I'm an optimist when it comes to TV viewing. I record dozens of shows with the very real intent of watching them all, then spend fifteen minutes once a week deleting most of them. If people ask me if I've seen a program I cheerfully answer "No, but I recorded it!" Every once in a while I have the opportunity to actually see one of the shows I recorded, generally because I'm shirking some other responsibility like laundry or writing. Earlier this week I watched an episode of "Numb3rs" about an FBI agent and his genius math brother who solves crimes using brute force and clever number theory. It's a slight drama, but entertaining. During this particular episode there was a crawl across the screen with the teaser, "Test your own math skills by trying the puzzles at CBS.com." I jumped at the opportunity to validate my intelligence (or scoff at the ridiculousness of the questions if I couldn't solve them). This week's puzzle concerned convergence using lines that bisected triangle sides and angles. While I enjoyed the questions, they led me to further consideration about convergence as it relates to soccer. Yes, I'm that obsessed with soccer!

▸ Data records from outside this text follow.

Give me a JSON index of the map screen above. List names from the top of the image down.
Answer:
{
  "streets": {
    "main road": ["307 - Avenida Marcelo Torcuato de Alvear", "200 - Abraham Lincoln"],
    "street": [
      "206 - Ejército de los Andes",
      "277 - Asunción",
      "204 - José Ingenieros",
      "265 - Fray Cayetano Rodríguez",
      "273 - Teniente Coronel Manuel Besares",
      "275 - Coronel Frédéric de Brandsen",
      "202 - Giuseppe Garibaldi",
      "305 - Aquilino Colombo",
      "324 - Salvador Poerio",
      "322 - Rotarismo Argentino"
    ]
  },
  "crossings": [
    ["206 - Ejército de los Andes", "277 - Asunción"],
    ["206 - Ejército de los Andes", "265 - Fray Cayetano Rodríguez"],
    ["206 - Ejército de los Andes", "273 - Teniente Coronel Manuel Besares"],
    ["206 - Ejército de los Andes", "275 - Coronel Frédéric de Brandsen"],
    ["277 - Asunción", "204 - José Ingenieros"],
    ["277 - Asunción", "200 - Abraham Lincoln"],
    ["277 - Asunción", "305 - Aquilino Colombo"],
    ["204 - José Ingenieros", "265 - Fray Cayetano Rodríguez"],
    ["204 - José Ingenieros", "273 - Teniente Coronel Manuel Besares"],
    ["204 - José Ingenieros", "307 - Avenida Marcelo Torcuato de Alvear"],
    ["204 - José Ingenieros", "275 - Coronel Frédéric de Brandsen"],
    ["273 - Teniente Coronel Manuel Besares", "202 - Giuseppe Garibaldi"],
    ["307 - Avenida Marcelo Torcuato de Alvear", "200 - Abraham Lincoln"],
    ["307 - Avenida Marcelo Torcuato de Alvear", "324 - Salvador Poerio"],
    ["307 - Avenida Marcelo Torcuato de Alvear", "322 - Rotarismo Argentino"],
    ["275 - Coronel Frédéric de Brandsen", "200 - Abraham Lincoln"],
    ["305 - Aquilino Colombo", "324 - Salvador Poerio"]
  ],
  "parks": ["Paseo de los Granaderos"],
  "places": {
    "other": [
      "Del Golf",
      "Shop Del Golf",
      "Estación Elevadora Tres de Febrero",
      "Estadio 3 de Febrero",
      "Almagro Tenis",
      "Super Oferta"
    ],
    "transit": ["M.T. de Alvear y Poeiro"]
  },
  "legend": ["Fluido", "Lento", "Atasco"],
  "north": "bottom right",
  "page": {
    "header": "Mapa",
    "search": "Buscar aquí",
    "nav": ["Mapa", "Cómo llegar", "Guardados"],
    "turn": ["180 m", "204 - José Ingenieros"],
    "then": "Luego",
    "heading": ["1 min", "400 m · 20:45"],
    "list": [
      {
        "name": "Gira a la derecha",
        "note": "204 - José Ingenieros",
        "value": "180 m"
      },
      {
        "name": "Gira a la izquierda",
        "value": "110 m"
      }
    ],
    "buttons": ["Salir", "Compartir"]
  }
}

Convergence in math means the same thing it does in English – a coming together from different directions at a single point (Encarta Dictionary). Soccer succeeds or fails because of convergence or the lack thereof. Yesterday, Robbie's team had a state championship play-off game that frustratingly demonstrated the elements of convergence. I should mention that convergence is either exhilarating or frustrating when it comes to soccer. Yesterday an opponent's foot converged twice with one of Robbie's teammate's faces. The second convergence resulted in thirteen stitches. The lightning and deluge converged with twilight to require an early game termination. The uneven new sod patches converged with an errant kick to insure an erratic bounce into the goal.   Players regularly converged for fouls or tackles or steals. We finally had an exhilarating convergence when a ball was struck from the corner by one forward while the other charged in, met it at the goal line and converged it right into the back of the net.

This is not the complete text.